All that is wanted is the exact lines from the first line of the data below through the line with "solid #fff;border-radius:50%;background:#1a73e8;box-shadow:0 0", both ends included, with pictures omitted.

Stored data entries

=-=-=-=-=

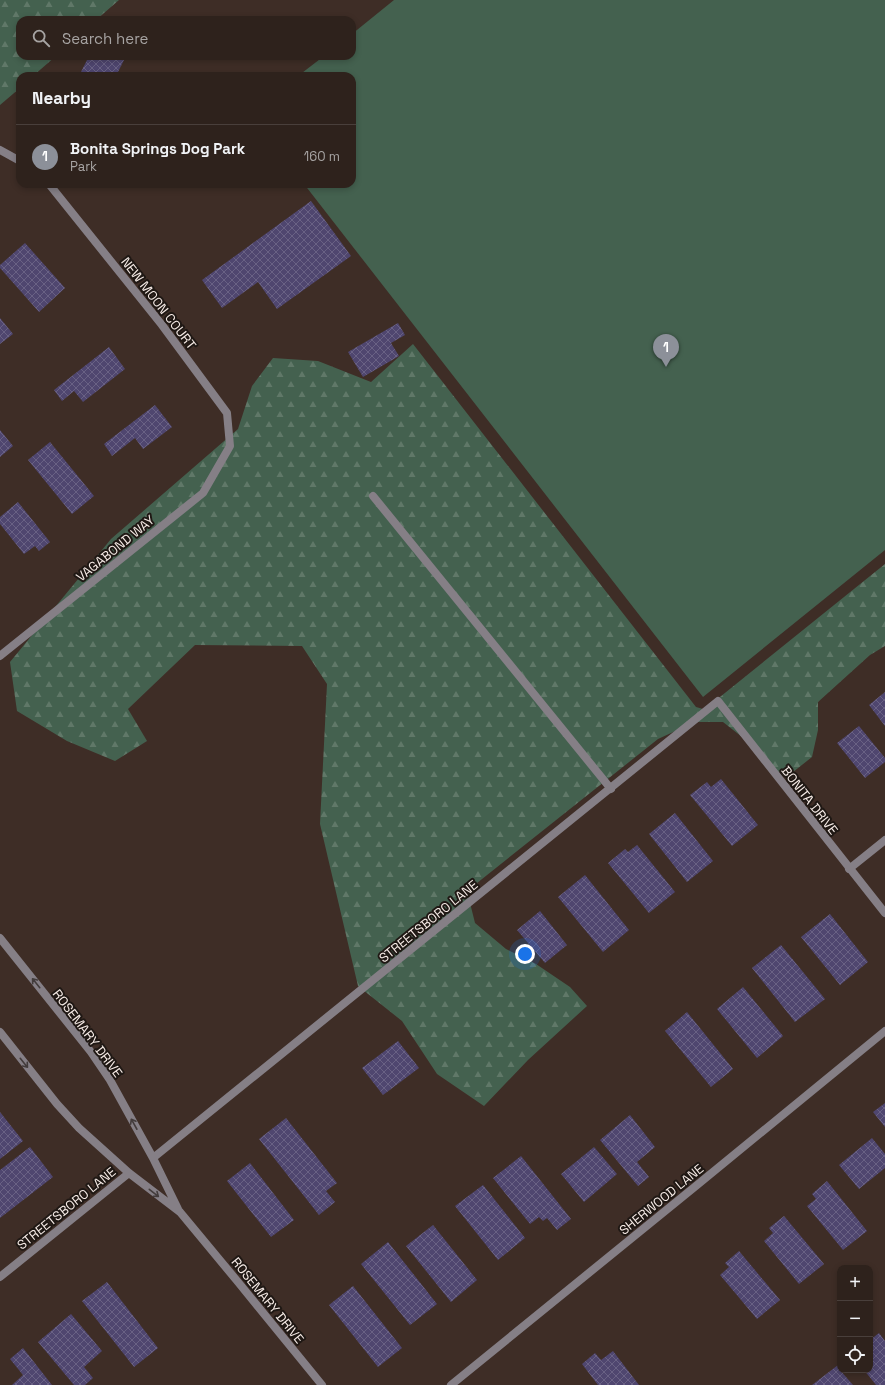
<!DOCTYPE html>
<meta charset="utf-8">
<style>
:root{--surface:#2e221c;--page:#3a2f29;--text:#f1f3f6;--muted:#a7a4a3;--line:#493f3b;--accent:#8c9099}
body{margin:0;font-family:"Space Grotesk",sans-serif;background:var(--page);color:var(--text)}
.controls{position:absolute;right:12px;bottom:12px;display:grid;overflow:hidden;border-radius:8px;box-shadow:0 2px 6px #0003}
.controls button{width:36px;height:36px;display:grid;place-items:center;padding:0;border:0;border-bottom:1px solid var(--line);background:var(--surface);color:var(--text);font:20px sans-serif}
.you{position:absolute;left:525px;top:954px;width:14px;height:14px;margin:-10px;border:3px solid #fff;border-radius:50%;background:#1a73e8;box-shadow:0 0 0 6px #1a73e833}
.badge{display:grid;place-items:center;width:26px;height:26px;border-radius:50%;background:var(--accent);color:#fff;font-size:13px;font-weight:700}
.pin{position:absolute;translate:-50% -33px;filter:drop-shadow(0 1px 2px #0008)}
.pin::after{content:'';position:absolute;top:21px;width:14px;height:12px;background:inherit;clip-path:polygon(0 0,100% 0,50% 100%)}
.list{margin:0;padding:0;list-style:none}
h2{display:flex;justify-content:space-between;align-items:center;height:52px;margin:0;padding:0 16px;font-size:17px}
h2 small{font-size:13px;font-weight:400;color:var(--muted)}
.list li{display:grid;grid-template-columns:26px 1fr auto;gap:12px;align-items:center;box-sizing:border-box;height:64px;padding:0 16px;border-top:1px solid var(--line)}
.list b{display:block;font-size:15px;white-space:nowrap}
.list p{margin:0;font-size:13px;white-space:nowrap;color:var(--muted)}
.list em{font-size:13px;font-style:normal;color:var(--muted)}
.icon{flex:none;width:22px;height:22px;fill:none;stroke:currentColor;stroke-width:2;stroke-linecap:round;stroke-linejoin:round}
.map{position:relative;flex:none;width:885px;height:1385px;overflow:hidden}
.search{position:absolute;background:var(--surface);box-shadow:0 2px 6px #0003;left:16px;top:16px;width:340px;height:44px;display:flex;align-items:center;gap:10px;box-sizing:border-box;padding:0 14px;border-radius:12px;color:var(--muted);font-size:15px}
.panel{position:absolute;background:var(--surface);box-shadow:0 2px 6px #0003;left:16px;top:72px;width:340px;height:116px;border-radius:12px}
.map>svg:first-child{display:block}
.forest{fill:url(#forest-firs)}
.park{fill:#44614f}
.building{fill:url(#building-cross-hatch)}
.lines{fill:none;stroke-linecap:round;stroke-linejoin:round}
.street{stroke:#857f86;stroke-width:8}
.oneway{stroke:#433c3c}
.labels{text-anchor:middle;stroke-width:4;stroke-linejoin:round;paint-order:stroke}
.street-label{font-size:13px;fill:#f8ede8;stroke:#1f1814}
</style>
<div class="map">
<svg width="885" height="1385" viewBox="0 0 885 1385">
<defs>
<pattern id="forest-firs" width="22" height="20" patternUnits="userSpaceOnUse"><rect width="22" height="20" fill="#44614f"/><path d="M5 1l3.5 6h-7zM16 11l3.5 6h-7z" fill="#607868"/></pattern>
<pattern id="building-cross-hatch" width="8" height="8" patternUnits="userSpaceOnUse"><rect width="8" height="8" fill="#4f466f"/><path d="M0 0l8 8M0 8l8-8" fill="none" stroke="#696184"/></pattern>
</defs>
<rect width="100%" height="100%" fill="#3e2d26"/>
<path class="forest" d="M0 0H119L96 20H20V56H56L33 76H20V88L0 105Z
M413 344 696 707 703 709 710 705 885 564V646L870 655 818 702V730L812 757 788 776 770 768 751 744 723 722H695L658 739 467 891 475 923 506 949 536 964 570 987 587 1006 528 1060 484 1106 437 1074 402 1021 358 986 320 824 327 684 302 646 195 645 128 709 147 741 115 761 67 741 17 711 10 662 111 539 238 429 252 386 273 358 318 361 371 382Z"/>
<path class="park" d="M394 0H885V550L703 697 304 184H352V76H298L324 56H352V34Z"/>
<path class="building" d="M89 56H126L116 76H83L80 74Z
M311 201 351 256 277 309 258 282 222 308 202 280Z
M25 243 65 288 39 312 0 268V265Z
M0 318 13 334 0 344Z
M398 323 405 335 391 343 399 356 363 377 348 352Z
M109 347 125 369 83 402 74 391 62 401 54 390Z
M155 405 172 427 143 449 135 438 112 456 104 444Z
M0 430 13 446 0 457Z
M50 442 94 496 72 514 28 460Z
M18 502 50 542 39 551 35 546 24 554 0 524V517Z
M885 692V726L869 705Z
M859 726 885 758V762L865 778 837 743Z
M721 779 758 825 732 846 690 795 707 782 711 787Z
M675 813 713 861 687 882 649 834Z
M637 845 675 892 649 913 608 863 625 849 628 852Z
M585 875 629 930 603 952 558 897Z
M540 911 567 945 545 963 517 930Z
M830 914 868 962 840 985 801 937Z
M781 945 825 999 795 1022 752 968Z
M743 987 783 1036 757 1058 717 1009Z
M687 1012 733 1069 711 1087 665 1031Z
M398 1041 419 1068 383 1095 362 1068Z
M885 1103V1127L873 1112Z
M0 1112 23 1141 0 1159Z
M630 1115 655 1147 637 1162 649 1177 638 1186 600 1140Z
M286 1118 337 1183 326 1191 335 1202 319 1215 259 1139Z
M872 1138 885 1154V1168L859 1189 839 1165Z
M30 1147 53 1177 0 1218V1170Z
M594 1147 617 1174 584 1202 561 1174Z
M521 1156 571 1219 557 1230 547 1218 543 1221 539 1217 530 1224 493 1178Z
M250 1163 294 1220 271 1237 227 1181Z
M827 1181 867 1231 843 1250 807 1206 816 1199 812 1194Z
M483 1185 525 1238 498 1260 455 1206Z
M784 1216 824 1264 799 1284 764 1241 773 1233 769 1228Z
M433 1225 477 1280 451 1302 406 1246Z
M388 1242 437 1304 410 1325 361 1264Z
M739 1251 780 1300 757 1319 720 1275 729 1267 725 1263Z
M107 1282 158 1348 134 1367 82 1301Z
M353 1286 402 1348 378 1367 329 1305Z
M71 1314 102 1351 84 1367 93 1378 85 1385H74L38 1342Z
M879 1333 885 1341V1385H876L864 1370H870V1340Z
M23 1348 52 1385H12L23 1375 10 1359Z
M613 1351 639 1385H598L582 1364 595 1353 601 1360Z
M838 1365 840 1370 853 1385H812Z"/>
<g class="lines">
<path class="street" d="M0 150 20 161
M373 496 611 789
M0 656 203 493 230 446 227 413 162 325 49 184
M849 869 885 840
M0 938 91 1052 110 1080 153 1158 178 1209
M0 1032 57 1104 79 1128 129 1173 180 1212 238 1282 322 1385
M153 1158 718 701 885 913
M0 1277 129 1173
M451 1385C596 1267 741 1150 885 1031"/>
</g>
<defs><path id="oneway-shaft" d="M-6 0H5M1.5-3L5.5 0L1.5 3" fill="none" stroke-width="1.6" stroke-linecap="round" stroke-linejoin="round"/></defs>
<g class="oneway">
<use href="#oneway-shaft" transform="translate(36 983) rotate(-129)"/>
<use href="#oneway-shaft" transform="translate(24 1063) rotate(51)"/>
<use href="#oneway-shaft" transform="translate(134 1124) rotate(-119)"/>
<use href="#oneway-shaft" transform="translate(154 1193) rotate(38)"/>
</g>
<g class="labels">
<g class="street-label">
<text transform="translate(159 303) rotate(52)" y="5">NEW MOON COURT</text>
<text transform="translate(115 548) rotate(-39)" y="5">VAGABOND WAY</text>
<text transform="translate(810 800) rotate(52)" y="5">BONITA DRIVE</text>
<text transform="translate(428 921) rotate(-39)" y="5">STREETSBORO LANE</text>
<text transform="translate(88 1033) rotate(53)" y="5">ROSEMARY DRIVE</text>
<text transform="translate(661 1199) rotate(-39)" y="5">SHERWOOD LANE</text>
<text transform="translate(66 1208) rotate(-39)" y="5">STREETSBORO LANE</text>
<text transform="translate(268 1300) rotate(51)" y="5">ROSEMARY DRIVE</text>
</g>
</g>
</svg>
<div class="controls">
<button>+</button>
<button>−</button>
<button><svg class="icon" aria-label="locate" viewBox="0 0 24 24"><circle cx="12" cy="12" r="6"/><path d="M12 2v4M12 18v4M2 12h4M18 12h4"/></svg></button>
</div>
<div class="you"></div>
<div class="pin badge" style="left:666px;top:367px">1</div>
<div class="search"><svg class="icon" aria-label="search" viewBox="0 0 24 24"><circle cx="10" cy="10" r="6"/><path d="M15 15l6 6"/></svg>Search here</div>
<section class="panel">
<h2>Nearby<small></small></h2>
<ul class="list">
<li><span class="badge">1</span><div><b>Bonita Springs Dog Park</b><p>Park</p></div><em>160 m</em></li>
</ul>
</section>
</div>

=-=-=-=-=

▸ **WRITTEN SOLUTION**:
<!DOCTYPE html>
<meta charset="utf-8">
<style>
:root{--surface:#2e221c;--page:#3a2f29;--text:#f1f3f6;--muted:#a7a4a3;--line:#493f3b;--accent:#8c9099}
body{margin:0;font-family:"Space Grotesk",sans-serif;background:var(--page);color:var(--text)}
.controls{position:absolute;right:12px;bottom:12px;display:grid;overflow:hidden;border-radius:8px;box-shadow:0 2px 6px #0003}
.controls button{width:36px;height:36px;display:grid;place-items:center;padding:0;border:0;border-bottom:1px solid var(--line);background:var(--surface);color:var(--text);font:20px sans-serif}
.you{position:absolute;left:525px;top:954px;width:14px;height:14px;margin:-10px;border:3px solid #fff;border-radius:50%;background:#1a73e8;box-shadow:0 0 0 6px #1a73e833}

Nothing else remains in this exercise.